Он бежит, я тоже бегу и вижу, что взгляд его устремлен вперед. Или назад, верно? Он вспоминает, как лидировал на пятничных вечерних матчах. Играл в американский футбол и тайт-эндом[144]
, и лайнбекером[145]. Мы ускоряемся по асфальту с горы, бежим по ровным отрезкам шоссе в Вайпио мимо шуршащего и клонящегося сахарного тростника. Длинные тени эвкалиптов, высаженных со стороны маука. Ритм нашего дыхания, наш пот. Темный запах земли. Розово-синий рассвет.— Ему не становится лучше, — говорит мне мама.
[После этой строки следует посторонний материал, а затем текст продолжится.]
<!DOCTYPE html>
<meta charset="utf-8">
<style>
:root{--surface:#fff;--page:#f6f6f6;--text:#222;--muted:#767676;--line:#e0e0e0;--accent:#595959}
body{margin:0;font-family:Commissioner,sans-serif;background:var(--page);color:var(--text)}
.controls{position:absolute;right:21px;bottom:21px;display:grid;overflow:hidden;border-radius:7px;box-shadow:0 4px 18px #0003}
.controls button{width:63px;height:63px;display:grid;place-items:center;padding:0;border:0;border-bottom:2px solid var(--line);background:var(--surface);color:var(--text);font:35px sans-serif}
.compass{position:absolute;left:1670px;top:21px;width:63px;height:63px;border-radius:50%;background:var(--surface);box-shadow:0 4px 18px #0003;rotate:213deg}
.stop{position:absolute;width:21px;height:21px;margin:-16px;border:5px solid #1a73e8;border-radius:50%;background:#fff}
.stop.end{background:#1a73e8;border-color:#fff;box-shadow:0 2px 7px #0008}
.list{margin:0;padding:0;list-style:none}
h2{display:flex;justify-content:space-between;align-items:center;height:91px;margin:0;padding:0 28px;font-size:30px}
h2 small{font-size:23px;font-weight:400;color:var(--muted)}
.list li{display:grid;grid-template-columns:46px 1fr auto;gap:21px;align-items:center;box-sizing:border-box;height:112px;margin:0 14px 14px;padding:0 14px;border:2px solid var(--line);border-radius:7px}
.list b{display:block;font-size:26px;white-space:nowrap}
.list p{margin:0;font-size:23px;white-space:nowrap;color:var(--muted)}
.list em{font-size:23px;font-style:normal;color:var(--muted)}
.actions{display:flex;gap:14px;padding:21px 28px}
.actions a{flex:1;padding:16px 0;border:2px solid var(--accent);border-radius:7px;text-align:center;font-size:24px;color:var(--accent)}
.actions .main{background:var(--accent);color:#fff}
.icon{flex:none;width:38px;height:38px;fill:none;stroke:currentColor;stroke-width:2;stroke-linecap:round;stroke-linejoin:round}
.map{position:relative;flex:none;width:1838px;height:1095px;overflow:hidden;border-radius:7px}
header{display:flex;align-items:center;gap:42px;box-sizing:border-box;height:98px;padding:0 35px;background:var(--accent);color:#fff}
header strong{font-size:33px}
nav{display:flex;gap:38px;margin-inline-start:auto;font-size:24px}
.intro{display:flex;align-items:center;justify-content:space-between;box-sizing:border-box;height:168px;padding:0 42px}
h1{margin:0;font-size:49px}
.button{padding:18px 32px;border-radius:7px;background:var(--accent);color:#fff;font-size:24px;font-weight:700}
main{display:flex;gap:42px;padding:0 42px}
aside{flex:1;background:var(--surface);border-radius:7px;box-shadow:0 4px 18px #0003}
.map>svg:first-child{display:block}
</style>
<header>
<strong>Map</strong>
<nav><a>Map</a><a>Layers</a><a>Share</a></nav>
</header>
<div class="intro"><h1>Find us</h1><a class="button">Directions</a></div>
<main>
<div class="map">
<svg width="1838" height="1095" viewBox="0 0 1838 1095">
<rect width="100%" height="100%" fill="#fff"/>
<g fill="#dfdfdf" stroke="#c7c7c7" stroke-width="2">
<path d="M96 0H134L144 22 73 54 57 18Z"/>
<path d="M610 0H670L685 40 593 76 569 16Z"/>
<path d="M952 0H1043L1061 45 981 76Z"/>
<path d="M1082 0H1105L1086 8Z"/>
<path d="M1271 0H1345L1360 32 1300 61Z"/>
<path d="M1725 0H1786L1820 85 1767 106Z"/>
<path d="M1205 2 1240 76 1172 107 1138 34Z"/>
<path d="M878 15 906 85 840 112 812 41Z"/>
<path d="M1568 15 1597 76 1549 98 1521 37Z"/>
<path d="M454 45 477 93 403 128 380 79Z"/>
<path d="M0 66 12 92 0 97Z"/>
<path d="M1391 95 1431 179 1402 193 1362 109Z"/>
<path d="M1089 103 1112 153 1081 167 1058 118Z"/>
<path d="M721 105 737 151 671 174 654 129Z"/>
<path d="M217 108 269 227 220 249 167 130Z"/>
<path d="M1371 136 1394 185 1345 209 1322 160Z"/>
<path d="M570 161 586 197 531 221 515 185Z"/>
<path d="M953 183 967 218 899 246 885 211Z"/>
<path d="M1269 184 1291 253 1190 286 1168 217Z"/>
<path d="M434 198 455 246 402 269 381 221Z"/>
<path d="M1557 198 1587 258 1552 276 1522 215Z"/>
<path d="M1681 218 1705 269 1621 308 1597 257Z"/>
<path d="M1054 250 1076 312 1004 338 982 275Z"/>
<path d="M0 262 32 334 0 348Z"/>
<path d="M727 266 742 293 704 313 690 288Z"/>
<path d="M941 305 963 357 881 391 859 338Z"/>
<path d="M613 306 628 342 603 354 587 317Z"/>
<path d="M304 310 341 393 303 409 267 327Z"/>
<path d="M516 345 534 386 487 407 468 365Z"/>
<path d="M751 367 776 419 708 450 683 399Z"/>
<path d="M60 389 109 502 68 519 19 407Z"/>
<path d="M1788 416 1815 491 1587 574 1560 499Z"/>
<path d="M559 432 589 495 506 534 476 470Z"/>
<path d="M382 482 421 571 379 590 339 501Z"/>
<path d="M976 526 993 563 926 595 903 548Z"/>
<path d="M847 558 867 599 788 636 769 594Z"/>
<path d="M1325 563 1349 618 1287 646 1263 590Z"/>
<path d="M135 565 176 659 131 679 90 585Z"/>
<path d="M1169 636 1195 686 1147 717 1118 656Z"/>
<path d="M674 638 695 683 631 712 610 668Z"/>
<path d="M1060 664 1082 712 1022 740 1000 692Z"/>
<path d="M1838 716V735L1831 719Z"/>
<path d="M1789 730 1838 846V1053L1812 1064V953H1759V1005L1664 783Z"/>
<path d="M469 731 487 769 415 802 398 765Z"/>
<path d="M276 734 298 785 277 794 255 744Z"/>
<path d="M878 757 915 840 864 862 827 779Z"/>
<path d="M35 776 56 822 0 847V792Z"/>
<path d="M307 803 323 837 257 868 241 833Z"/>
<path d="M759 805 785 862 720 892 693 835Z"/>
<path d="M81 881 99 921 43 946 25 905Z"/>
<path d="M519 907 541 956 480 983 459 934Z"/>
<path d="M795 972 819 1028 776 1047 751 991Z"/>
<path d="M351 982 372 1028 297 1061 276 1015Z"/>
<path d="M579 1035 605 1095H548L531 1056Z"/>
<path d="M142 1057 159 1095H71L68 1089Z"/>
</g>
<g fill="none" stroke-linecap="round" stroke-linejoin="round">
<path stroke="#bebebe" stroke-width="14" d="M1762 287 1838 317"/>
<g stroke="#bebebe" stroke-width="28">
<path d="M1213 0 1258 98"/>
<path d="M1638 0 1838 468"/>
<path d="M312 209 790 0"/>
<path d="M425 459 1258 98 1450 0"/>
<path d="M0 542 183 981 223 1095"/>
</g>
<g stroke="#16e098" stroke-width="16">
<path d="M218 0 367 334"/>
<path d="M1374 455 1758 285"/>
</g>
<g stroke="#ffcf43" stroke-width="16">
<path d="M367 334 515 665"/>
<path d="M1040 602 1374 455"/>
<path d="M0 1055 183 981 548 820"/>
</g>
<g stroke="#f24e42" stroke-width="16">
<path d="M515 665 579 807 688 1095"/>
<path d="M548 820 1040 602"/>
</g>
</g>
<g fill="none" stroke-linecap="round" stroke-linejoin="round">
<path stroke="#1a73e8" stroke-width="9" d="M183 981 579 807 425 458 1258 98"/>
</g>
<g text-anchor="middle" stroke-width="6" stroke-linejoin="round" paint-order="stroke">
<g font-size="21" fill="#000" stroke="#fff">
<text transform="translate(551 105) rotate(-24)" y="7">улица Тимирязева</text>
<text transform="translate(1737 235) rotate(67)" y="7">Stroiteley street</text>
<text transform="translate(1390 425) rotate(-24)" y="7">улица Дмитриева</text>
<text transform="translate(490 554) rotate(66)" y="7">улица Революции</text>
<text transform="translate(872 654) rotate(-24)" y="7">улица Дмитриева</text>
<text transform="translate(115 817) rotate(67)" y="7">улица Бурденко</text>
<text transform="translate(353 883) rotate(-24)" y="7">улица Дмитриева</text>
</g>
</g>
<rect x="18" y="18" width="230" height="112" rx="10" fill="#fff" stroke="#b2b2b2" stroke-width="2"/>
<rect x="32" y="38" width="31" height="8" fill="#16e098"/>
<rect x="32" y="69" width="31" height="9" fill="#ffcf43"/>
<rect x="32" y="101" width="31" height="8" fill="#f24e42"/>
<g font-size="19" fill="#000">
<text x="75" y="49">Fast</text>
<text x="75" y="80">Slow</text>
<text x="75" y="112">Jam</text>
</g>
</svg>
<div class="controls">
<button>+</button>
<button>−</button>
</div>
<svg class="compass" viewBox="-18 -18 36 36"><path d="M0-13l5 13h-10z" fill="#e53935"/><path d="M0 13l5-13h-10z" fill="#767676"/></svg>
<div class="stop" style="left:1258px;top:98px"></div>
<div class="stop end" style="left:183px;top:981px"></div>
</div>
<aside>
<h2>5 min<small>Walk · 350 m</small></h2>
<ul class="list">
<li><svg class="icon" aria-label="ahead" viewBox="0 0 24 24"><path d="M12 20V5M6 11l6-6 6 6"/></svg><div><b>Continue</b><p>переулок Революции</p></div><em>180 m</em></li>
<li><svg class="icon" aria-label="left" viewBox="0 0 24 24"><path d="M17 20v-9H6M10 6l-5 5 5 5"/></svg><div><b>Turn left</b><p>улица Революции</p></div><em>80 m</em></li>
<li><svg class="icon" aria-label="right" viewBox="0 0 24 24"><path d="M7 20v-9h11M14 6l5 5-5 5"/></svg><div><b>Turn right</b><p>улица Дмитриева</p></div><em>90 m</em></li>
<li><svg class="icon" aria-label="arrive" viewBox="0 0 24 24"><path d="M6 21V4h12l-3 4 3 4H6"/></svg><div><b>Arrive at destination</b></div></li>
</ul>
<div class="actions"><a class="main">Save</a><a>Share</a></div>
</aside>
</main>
Мы в доме, папа на крыльце смотрит на океан поверх холмов и скал Хамакуа. Дядя Кимо уехал на работу, вернется только вечером. Я даже не знаю, какой сегодня день недели. — Даже, по-моему, хуже.
Мы с мамой стоим у стола на кухне. В руках у нас кружки с кофе. Пар вьется и исчезает, как и наши мысли. Окей, есть два варианта папы, я точно знаю. Один — тот, которого мы видим сейчас, похожий на запертый в теле сон, и тот Оги, который некогда был водителем грузовика на плантациях тростника, грузчиком в аэропорту, отцом и мужем. С тех пор как я вернулась домой, повидала их обоих, это я и говорю маме.
Она улыбается. Улыбка ее печальна.
— Мы с Кимо тоже это заметили. Иногда твой отец оживлялся и снова становился прежним. Как будто щелкнули переключателем, и он опять почти нормальный. А потом снова скатывался. Прошло немало времени, и остался только один.
— Но с тобой-то он по утрам не бегал, правильно? — говорю я. — Он по-прежнему с нами, мам.
— Возможно, — говорит она.
— Что еще нам делать? — спрашиваю я. — Не сдавать же его в интернат.
— Ты меня оскорбляешь, — говорит она, но как-то беззлобно. Блин, может, и правда подумывала сдать его куда-нибудь. Мама уставилась на свою ладонь, как будто там что-то написано, да? Наконец оперлась подбородком на руку.
— Ему уже лучше, — говорю я. — Со мной ему лучше.
Она качает головой:
— Думай что хочешь. Еще не хватало, чтобы я тебя разубеждала.
— Ты сама-то себя слышишь? — спрашиваю я. — Ты говоришь так, будто сдалась.
Мама разглядывает свой кофе. Над нами вьется сладкий пар от кружек. На ланаи врывается день. Трава и деревья мокрые от ночного ливня, который принес пассат. Они зеленее зеленого. Окей, мне хочется сказать матери, что я постараюсь. Мне хочется сказать, что и ей тоже надо бы. Но мы уже миллион раз это обсуждали и единственное, к чему раз за разом приходили, — что еще одного чуда не случится. Мне хочется кричать: и где теперь все эти гавайские боги?
Но она меня не услышит. Она никогда меня не слышит.
Сегодня вторник, а это значит, что я иду на ферму Хоку. У Хоку обгоревшее на солнце лицо с двойным подбородком и широкополая соломенная шляпа. Он в джинсах с пятнами краски и грязи, с заплатками на коленях, у него небольшое пузцо, как у тех, кто в пау хана любит выпить пива. Я начала работать у него на следующий день после того, как мы встретились в продуктовом.
В тот день я стояла в магазине, рассматривала бумажные полотенца всех видов и расцветок, а Хоку заговорил со мной.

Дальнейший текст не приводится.